The irony of this article is thick. One of the biggest evangelist’s of mobile advertising comes out and says her company doesn’t advertise on mobile apps anymore. We’re a small company and every dollar that goes towards advertising is a dollar that doesn’t go towards improving our products. Because of this, we have a high bar for ad performance. The metrics don’t lie; mobile app advertising doesn’t work for us.
Happy Traffic Spike Day
It’s 6am PST on a Tuesday. Our office starts early so we can catch the tale end of the European day and match up with the East Coast. We refresh our Google Analytics page and see the Real Time Dashboard lit up with hundreds and hundreds of visitors. For an instant, my heart jumps up into my throat, my palms go cold and sweaty — what the farg will we do if they all place an order?
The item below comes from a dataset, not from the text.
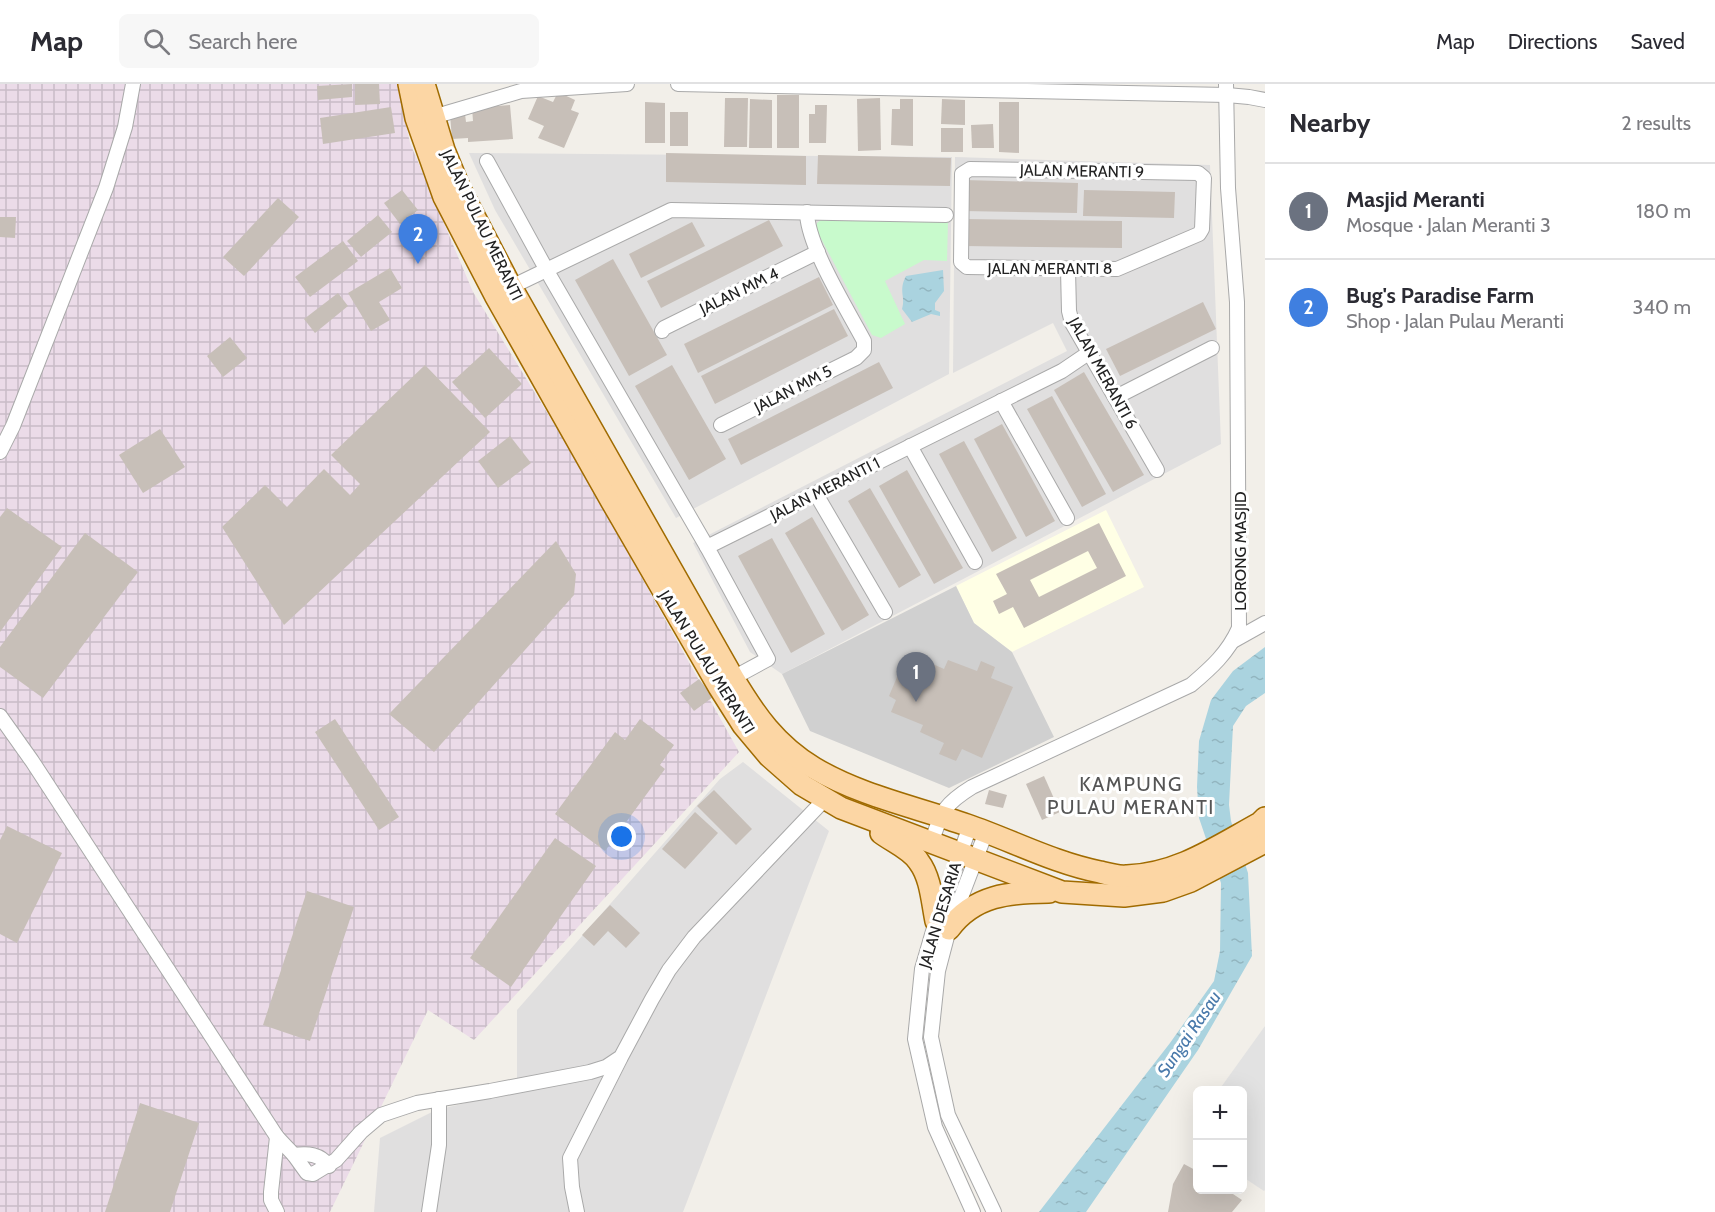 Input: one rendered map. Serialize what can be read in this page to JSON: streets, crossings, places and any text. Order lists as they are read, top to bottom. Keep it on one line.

Scenario planning in the back of my brain, we dig into the metrics. Our AdWords campaign had just turned on.
Within minutes, we were 25% over our daily budget.
AdWords showed about 50% more clicks than we saw in Google Analytics and 75% more than what we saw on our shopping platform. Our bounce rate was just shy of 100%.
We pause the campaign immediately, dig in more. One placement in a mobile app accounts for more than a third of the clicks. A handful of other mobile app placements account for the rest. We compare our audience profiles to the apps — technically, the women we were targeting were big users of these apps. But so were a whole bunch of other random people. And those people were clicking our ad like mad.
High CTR Isn’t Enough
We’ve seen wonky campaign results before so we didn’t give up right after this experience. We tested different messaging and imagery and narrowed our targeting to a pinpoint. We locked down our settings to smooth delivery and optimize for conversions. It didn’t work. Consistently the campaigns would blow past the budget — by 25–45% in the space of minutes.
Consistently, it was mobile app placements that were to blame.
We crunched numbers. On the surface, we should have been ecstatic with the performance of our campaigns within mobile apps because the click-through-rate (CTR) was ridiculously high. CTR was, and is, a misleading performance metric. We were not happy.
CTR — 13%; CPC — $0.06; Average CPM $36.41
CTR — .65%; CPC — $0.11; Average CPM $28.92
Yes, advertising within mobile apps was more cost efficient on a per click basis. Yes, it had higher CTR. But the average CPM was 26% higher than non-app advertising. For mobile app placements, our bounce rate was insanely high (95%+), the average page view metric was hovering at 1, and our conversion rate was almost nonexistent.
Turning Our Backs on Apps
We took a deep breath. We held hands. We blocked ads from showing up in apps in the next campaign.
The world kept spinning. Our CTR went down, our CPC went up. Our pages views nudged up, time spent on the site went up, conversions went up. Our analysis of the best performing placements and targeting parameters gave us real insights rather than noise. We were happy.
Finding Our Mobile Bliss
We stopped advertising in mobile apps, but we’re still targeting mobile devices through search and other display placements. It would be foolish to throw all of mobile out because one tactic didn’t work for us.
We need to be where our customers are. The women we are trying to reach are dynamic, unique, and want to live life to the fullest. They’re using their phones and tablets more than their computers. We’ll still be on their mobile devices, just not buried in their apps.